Leopards are subject to the strictest protection as well as cheetahs. For cheetahs, which already have a small gene pool, the Cites Conference of the Parties has set export quotas for live specimens and hunting trophies: According to this, five animals from Botswana, 150 from Namibia, and 50 from Zimbabwe can be exported as trophies every year.

According to the IUCN, there are still almost 6,700 adult cheetahs worldwide, and the population is decreasing.

https://wildbeimwild.com/unkultur/trophaeenjaegerin-posiert-mit-giraffenherz/43172/2021/02/23/

And I mean…In Africa alone, more than 18,000 foreigners hunt big game each year, killing more than 100,000 wild animals. Elephants, leopards, lions, cheetahs, rhinos, polar bears, brown bears, hippos, zebras, monkeys, wolves, and wild cats are among the threatened and protected animal species whose trophies are legally imported into Germany.

Every year trophies of several hundred protected animals are imported into Germany – quite legally and often even with the approval of the responsible authorities. In 2019 alone there were 750 animals of threatened or protected species.

Dozens of tour operators specializing in hunting trips in Germany offer the shooting of endangered species quite legally.

The industry’s Eldorado is the annual hunting fair “Jagd & Hund” in Dortmund, Germany: you can see smirking hunters on photo walls.
They kneel behind freshly hunted brown bears with blood oozing from their mouths; with swollen chests, they can be photographed between the tusks of an elephant or heave a dead leopard into the air;

Hunting associations such as the Safari Club International (SCI) and the “International Council for the Conservation of Hunting and Game” (CIC) even keep record books and point catalogs for the “most important” trophies and awards medals.

Locals go to prison for many years if they are caught with an elephant’s tooth – and then a rich trophy hunter from Germany comes and can simply take his elephant trophy with him!
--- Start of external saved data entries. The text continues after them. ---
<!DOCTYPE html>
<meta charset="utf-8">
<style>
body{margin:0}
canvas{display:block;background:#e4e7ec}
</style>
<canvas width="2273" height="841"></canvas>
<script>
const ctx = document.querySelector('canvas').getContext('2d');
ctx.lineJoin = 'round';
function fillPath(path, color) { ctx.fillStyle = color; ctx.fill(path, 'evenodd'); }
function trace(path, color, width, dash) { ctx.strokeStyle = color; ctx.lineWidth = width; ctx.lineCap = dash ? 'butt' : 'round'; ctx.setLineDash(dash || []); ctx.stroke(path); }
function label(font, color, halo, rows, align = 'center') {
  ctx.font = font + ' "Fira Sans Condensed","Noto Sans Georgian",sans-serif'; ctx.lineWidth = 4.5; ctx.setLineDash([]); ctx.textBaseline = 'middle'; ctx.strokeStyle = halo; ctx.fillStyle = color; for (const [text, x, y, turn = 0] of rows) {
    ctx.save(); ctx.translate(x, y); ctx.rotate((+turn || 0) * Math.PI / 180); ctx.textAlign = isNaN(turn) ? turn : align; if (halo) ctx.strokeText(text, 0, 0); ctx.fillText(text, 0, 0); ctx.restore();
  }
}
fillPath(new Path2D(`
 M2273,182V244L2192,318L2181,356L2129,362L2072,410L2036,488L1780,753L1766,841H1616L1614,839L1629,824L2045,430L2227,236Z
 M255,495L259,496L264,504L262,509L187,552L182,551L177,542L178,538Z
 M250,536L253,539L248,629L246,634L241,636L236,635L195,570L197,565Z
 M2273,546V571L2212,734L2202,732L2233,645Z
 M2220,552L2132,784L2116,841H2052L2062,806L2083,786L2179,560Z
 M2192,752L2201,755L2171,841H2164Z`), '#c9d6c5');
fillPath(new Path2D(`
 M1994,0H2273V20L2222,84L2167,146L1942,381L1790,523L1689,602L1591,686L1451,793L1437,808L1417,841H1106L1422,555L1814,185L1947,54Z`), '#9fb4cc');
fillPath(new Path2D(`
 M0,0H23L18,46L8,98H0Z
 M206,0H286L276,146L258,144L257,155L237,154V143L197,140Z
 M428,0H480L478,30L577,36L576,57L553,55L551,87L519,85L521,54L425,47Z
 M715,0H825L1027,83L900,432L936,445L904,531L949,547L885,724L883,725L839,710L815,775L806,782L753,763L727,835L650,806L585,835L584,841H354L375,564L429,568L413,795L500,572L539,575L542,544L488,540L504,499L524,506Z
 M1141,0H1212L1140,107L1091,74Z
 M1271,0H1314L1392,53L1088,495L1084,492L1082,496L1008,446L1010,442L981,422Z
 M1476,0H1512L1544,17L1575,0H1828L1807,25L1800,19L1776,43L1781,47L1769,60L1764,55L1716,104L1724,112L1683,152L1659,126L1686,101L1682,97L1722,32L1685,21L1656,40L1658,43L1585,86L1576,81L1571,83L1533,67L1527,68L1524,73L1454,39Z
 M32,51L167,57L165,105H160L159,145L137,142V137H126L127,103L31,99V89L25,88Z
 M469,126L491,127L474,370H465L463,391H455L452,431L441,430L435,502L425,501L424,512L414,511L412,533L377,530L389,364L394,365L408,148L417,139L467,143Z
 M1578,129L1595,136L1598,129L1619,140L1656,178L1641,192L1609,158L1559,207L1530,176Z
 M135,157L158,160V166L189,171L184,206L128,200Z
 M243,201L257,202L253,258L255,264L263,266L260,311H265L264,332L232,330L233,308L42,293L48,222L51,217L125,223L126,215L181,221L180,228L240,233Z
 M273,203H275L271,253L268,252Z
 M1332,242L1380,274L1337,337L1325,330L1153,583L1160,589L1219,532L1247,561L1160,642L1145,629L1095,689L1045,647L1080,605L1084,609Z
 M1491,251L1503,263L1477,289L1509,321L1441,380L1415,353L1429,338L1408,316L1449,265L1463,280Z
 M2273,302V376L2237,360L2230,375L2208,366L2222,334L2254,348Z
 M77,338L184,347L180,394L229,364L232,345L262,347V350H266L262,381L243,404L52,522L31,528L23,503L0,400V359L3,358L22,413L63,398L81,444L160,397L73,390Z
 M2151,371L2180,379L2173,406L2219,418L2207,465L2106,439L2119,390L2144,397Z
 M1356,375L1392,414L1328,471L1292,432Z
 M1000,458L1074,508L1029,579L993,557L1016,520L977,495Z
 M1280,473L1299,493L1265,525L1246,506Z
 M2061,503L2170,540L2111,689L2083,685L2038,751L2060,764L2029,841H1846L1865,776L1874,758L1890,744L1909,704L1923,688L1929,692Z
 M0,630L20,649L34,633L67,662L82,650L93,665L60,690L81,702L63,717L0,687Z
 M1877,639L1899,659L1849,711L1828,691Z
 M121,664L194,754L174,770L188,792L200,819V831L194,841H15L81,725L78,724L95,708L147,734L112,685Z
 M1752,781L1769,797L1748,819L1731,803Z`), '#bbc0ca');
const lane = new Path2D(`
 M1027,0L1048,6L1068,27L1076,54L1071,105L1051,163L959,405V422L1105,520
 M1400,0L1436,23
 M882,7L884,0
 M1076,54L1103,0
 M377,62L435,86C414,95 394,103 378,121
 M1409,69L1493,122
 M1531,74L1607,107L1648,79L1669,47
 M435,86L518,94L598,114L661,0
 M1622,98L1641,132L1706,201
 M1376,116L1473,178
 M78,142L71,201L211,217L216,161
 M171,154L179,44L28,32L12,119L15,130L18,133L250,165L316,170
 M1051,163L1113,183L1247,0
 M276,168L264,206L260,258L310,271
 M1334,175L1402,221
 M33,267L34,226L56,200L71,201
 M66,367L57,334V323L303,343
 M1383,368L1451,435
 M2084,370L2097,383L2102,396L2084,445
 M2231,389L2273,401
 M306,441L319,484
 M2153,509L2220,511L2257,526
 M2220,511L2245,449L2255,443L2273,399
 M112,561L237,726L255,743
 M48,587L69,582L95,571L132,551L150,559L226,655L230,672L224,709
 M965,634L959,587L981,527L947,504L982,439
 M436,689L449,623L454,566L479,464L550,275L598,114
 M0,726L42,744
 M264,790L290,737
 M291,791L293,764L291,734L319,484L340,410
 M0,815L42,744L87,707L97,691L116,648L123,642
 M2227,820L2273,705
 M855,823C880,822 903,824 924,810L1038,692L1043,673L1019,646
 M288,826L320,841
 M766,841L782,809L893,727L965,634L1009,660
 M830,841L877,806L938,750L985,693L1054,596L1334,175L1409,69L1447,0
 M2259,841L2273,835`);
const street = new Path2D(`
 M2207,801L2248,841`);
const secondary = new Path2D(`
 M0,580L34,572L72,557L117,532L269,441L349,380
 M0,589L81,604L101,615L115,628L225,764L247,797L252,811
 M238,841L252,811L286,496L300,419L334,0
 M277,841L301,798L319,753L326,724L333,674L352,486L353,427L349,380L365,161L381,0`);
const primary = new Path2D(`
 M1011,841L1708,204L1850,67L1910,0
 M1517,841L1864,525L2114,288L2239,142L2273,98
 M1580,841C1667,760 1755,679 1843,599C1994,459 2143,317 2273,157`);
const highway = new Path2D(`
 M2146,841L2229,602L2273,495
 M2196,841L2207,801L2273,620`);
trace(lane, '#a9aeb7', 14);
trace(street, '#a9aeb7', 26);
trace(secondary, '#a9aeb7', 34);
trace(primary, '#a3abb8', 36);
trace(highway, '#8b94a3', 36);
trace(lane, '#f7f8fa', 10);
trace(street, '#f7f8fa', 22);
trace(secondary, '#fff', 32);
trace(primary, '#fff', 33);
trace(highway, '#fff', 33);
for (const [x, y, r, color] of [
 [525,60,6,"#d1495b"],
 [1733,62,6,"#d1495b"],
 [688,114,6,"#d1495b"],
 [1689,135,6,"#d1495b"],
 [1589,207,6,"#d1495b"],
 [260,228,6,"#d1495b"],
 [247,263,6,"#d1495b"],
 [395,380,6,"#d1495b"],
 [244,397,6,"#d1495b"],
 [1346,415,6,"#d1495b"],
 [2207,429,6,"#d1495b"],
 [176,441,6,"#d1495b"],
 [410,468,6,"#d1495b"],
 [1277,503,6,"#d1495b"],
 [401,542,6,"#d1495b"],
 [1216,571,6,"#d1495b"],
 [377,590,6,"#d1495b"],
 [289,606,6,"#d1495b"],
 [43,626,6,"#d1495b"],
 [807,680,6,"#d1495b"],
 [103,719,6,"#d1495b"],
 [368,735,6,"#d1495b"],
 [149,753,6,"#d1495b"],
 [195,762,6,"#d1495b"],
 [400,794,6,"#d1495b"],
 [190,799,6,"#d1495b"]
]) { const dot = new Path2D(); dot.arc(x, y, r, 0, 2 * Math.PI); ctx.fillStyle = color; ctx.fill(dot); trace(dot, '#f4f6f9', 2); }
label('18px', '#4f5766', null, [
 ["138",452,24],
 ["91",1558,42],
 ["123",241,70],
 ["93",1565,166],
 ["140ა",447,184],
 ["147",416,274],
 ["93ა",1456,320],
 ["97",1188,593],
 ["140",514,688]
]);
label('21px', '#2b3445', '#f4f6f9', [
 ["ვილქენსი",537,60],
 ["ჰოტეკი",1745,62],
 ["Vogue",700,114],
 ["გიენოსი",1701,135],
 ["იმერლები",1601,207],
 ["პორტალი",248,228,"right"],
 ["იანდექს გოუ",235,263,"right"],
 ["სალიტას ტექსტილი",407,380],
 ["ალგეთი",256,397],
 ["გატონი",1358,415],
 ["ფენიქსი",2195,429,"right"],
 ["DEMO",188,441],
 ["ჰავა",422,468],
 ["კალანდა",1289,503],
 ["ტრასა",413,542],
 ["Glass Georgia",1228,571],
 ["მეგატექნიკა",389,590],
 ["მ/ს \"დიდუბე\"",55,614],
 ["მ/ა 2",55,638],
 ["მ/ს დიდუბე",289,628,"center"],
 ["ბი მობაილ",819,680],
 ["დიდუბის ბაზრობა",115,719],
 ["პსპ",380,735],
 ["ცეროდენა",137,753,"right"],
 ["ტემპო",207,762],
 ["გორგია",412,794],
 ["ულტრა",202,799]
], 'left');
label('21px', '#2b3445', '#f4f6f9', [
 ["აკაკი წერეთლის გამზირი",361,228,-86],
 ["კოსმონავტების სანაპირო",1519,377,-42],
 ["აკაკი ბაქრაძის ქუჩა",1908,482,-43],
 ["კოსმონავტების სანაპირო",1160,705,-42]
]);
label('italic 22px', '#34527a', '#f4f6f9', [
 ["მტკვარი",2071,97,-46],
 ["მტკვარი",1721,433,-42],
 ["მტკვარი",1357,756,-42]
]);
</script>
After international outrage, France became the first EU country to stop the import of lion trophies in 2015, and in 2016 the Netherlands imposed an import ban on trophies for all protected animal species.
The government of Great Britain plans to work out an import ban in 2020.

It is a moral shame to go trophy hunting.
This is a remnant from the colonial days when there was still big game hunting for whites.
Someone who kills another living being, cuts out their heart, and boasts about it, fits the definition of a sociopath.

One day, trophy hunting is listed as a sign of a psychiatric disorder.